The handsome Vanessid butterflies have been around in the garden for a while, Red Admirals and Small Tortoiseshells in particular, noticeably more commanding in their powerful flight than the 'cabbage' Whites and Meadow Browns which flutter around. They are fewer as yet than in previous years and I have not yet definitely seen a Peacock, usually the most common of them. Mind you, a butterfly's life is always a hard one as the scad scrap of Small Tortoiseshell on our car boot sill shows, above.

In the moth trap, meanwhile, I had an unusual infestation on Monday night, several thousand of these midget beetles. I had place it on an outdoors table close to an unruly hawthorn hedge. The sheer profligacy of Nature still surprises me although you seldom get anywhere near these sorts of numbers with moths.

I wonder if these are their parents - a small type of beetly creature which was also present in the dozens.  I don't think so, judging by body shape, but beetles and their kind are an unknown, if fascinating, world to me. Update: many thanks to my Commentor for revealing that the bigger creatures are Pentatoma rufipes, Forest or Red-legged Shield Bugs. The little beetles are probably just that, little beetles of a type unknown. There was also a lone grasshopper in the eggboxes, but it hopped off.

An Angle Shades' decision to slumber on the transparent trap cowl gave me the chance to get an unusual underwing, showing a tubby body in comparison to the sleek outline of its folded wings. Turning the cowl over, I took the more customary photo of the same moth below.
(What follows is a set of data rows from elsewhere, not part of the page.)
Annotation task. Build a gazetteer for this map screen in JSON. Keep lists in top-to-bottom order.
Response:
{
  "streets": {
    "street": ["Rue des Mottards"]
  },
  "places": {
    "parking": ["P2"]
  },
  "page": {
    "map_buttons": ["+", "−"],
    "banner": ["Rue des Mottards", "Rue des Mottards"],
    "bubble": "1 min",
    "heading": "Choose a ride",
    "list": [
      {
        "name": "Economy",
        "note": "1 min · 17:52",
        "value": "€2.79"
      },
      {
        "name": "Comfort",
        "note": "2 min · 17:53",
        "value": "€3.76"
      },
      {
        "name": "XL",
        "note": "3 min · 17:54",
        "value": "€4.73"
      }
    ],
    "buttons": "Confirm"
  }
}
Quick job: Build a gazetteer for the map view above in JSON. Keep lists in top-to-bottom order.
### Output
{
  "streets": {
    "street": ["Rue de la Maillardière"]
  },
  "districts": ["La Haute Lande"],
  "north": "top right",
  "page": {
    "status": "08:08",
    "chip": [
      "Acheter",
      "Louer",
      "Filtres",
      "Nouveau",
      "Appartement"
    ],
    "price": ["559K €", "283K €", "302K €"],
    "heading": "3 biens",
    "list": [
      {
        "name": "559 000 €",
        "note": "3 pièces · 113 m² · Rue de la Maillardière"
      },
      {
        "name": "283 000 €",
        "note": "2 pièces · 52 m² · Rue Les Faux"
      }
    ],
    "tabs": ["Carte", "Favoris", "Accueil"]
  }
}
Otherwise the lovely warm weather has yet to bring in anything specially notable but below are a Poplar Kitten from one of my favourite tribes, an alarmed Poplar Hawk unusually showing its warning blotches of red and a Common or Lesser Common Rustic with a couple more of the little people. 


Anonymous said...

Hi Martin

I think your larger 'beetles' are actually Pentatoma rufipes(Forest Shield Bugs or Red-legged Shield Bugs), in spite of the fact you had the trap near Hawthorn and there are Hawthorn Shield Bugs too. Shield Bugs do have earlier instars which can look quite different from the adult, but I think the smaller ones are a type of Beetle, but which I don't know.

called Forest Shield Bug here:
called Red-legged Shield Bug here:

I hope you don't mind me linking these sites (assuming the links worked), but I thought you may have encountered some of the other varieties of Hemiptera and may find them useful.

Martin Wainwright said...

Once again, thanks so much for your expertise and those very useful links. I've updated.